Planting a new church is not for the faint of heart! You need all the friends you can get. I am currently working with two friends to develop a teleconference peer group for church planters. When I made contact with one potential participant, he expressed some concern that his church was different and he might not necessarily fit with the group.
As I have continued to encourage this church planter to join our group, I have realized that every church start, like every church, is unique with its own story and special challenges. No two church plants or churches are exactly alike! Even so, there are some things that all church planters do have in common.
First, each church planter has to not only champion but nurture the vision for the new church. Whether the desire is to reach a particular geographic area, a specific demographic group, or propagate a particular ministry, someone (hopefully the planter) initially discovered and embraced that vision. Now he or she must nurture it to reality.
Second, a church planter always deals with the discovery and proper use of resources. These include time, people, finances, and space (among other things). Finding and mobilizing these resources is often a test of faith!

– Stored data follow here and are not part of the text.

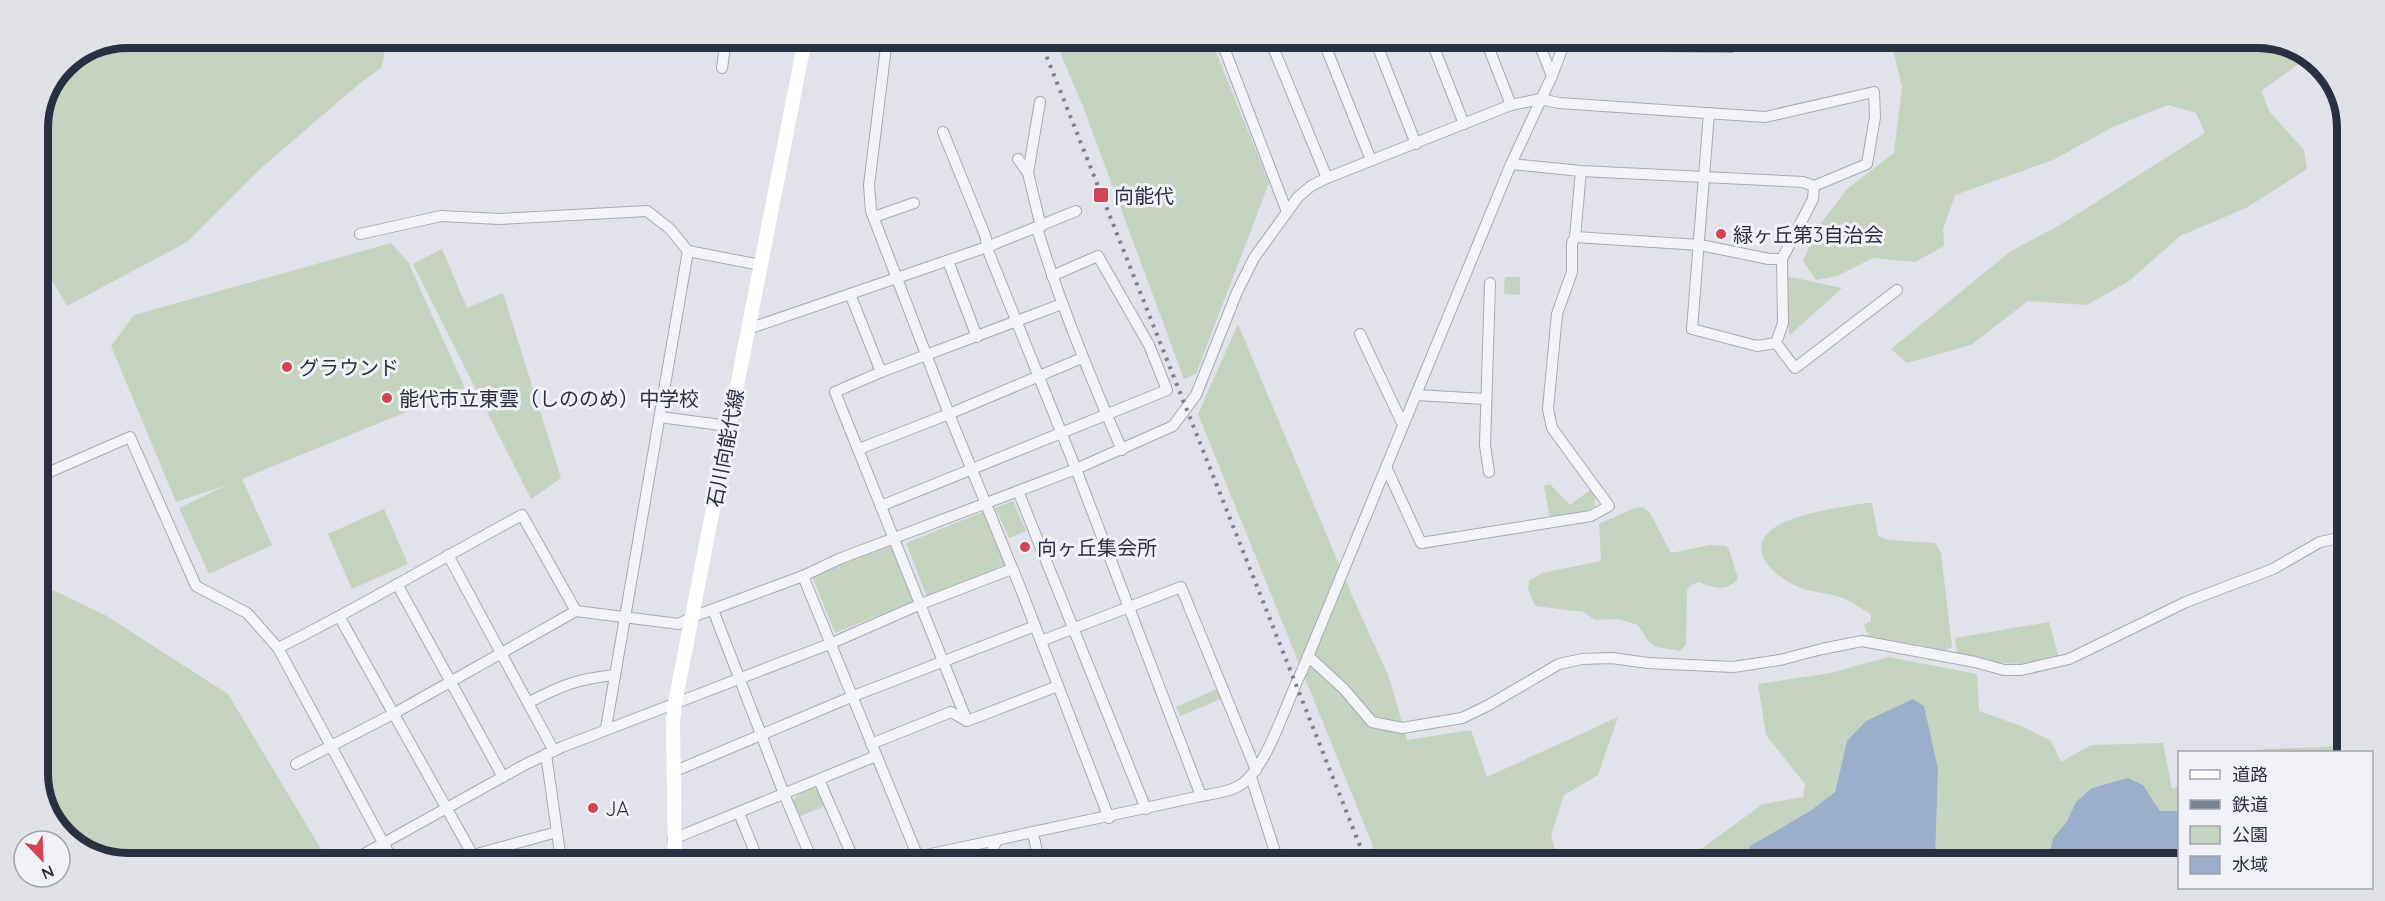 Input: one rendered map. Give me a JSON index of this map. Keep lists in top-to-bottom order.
{
  "streets": {
    "main road": ["石川向能代線"]
  },
  "places": {
    "transit": ["向能代"],
    "other": [
      "緑ヶ丘第3自治会",
      "グラウンド",
      "能代市立東雲（しののめ）中学校",
      "向ヶ丘集会所",
      "JA"
    ]
  },
  "legend": [
    "道路",
    "鉄道",
    "公園",
    "水域"
  ],
  "north": "bottom right"
} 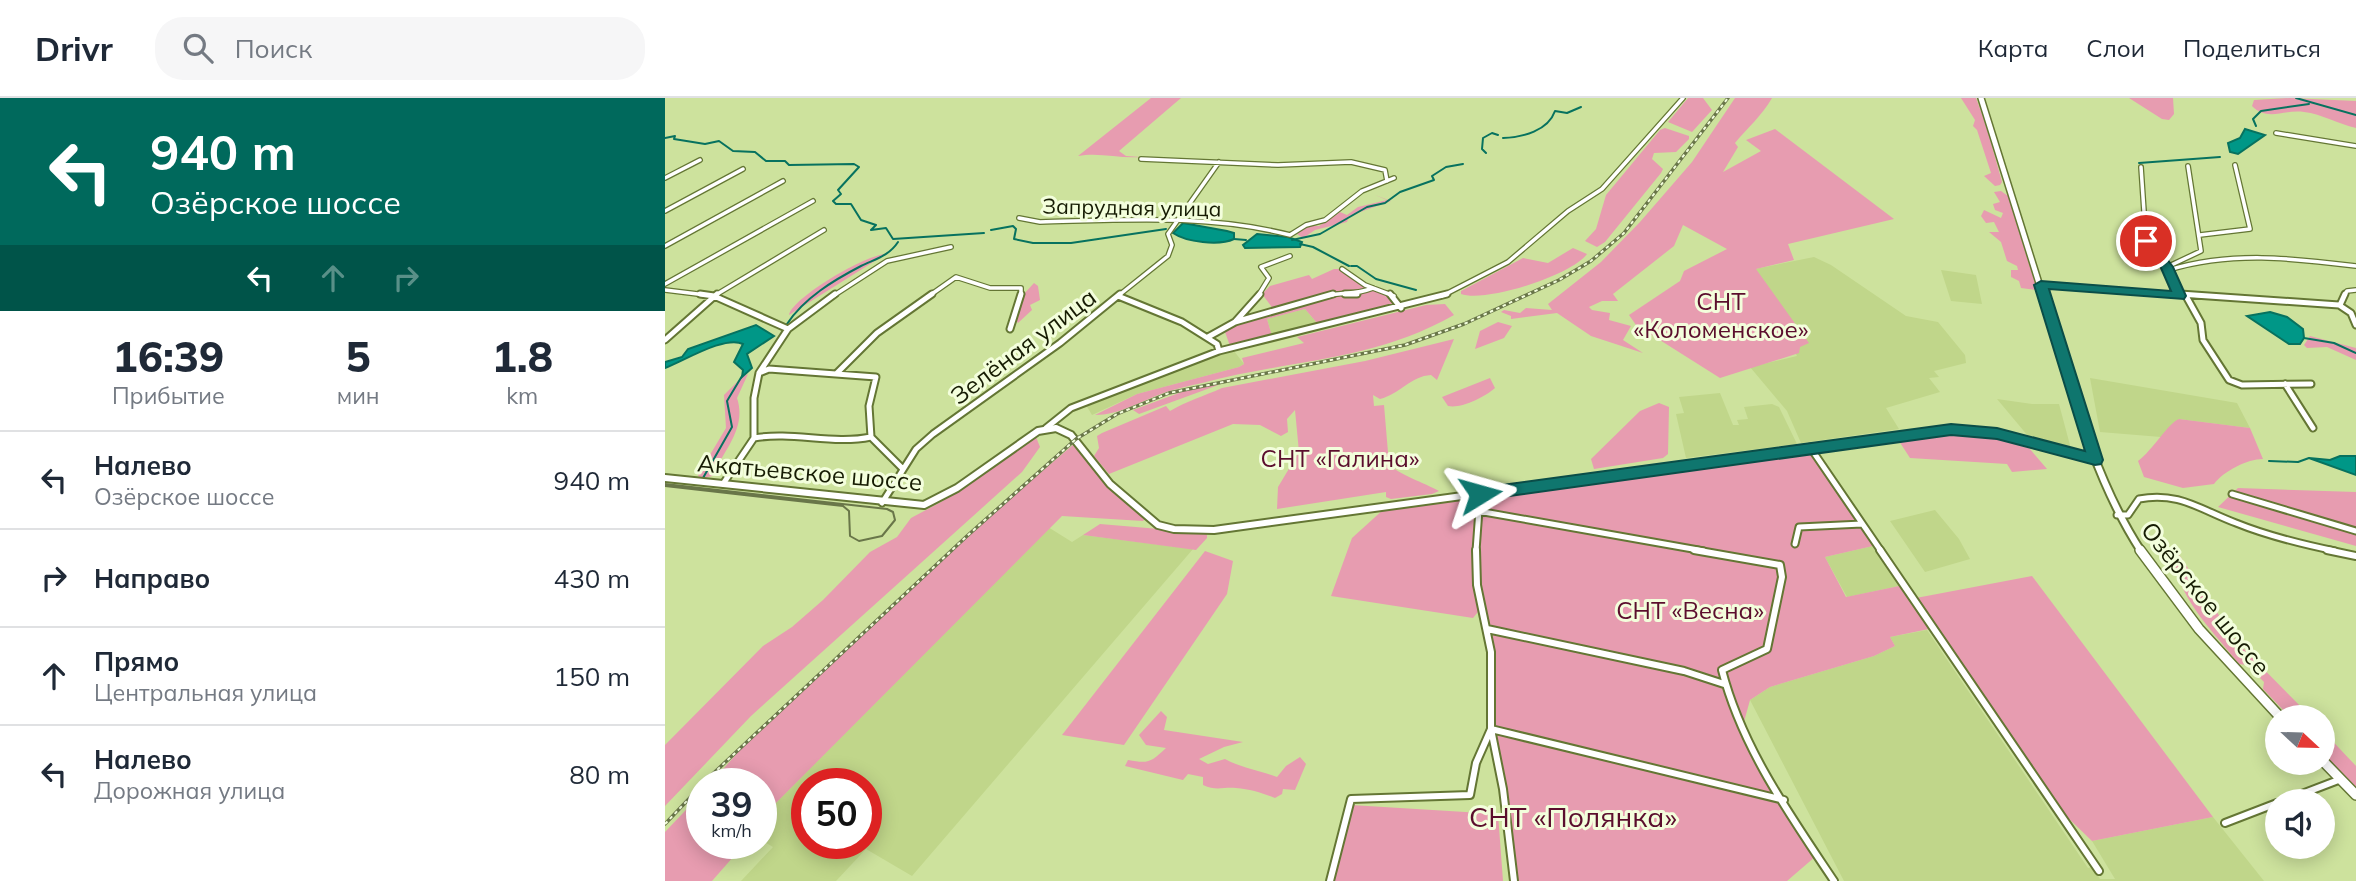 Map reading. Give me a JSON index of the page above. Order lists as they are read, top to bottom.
{
  "streets": {
    "main road": ["Акатьевское шоссе", "Озёрское шоссе"],
    "street": ["Запрудная улица", "Зелёная улица"]
  },
  "crossings": [
    ["Запрудная улица", "Зелёная улица"],
    ["Зелёная улица", "Акатьевское шоссе"]
  ],
  "parks": [
    "СНТ «Коломенское»",
    "СНТ «Галина»",
    "СНТ «Весна»",
    "СНТ «Полянка»"
  ],
  "north": "right",
  "page": {
    "header": "Drivr",
    "search": "Поиск",
    "nav": ["Карта", "Слои", "Поделиться"],
    "turn": ["940 m", "Озёрское шоссе"],
    "eta": [
      "16:39",
      "Прибытие",
      "5",
      "мин",
      "1.8",
      "km"
    ],
    "list": [
      {
        "name": "Налево",
        "note": "Озёрское шоссе",
        "value": "940 m"
      },
      {
        "name": "Направо",
        "value": "430 m"
      },
      {
        "name": "Прямо",
        "note": "Центральная улица",
        "value": "150 m"
      },
      {
        "name": "Налево",
        "note": "Дорожная улица",
        "value": "80 m"
      }
    ],
    "speed": "39 km/h",
    "limit": "50"
  }
}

Third, every church planter should be concerned about self-maintenance. This includes his or her personal spiritual development, family life, health, and financial stability. Failure to pay proper attention to any of these will result not only in the failure of the church plant but deep and lasting personal failure as well.
Fourth, a church planter always works toward developing a community. The church plant may start with the pastor and the pastor’s spouse, but it will only become viable when others chose to make the new church their faith community—the place that will seek and serve God.
Whether a person is planting a church in an urban setting, a small rural community, or a resort community, these are the key things with which he or she struggles and it is good to have fellow travelers to share the struggle.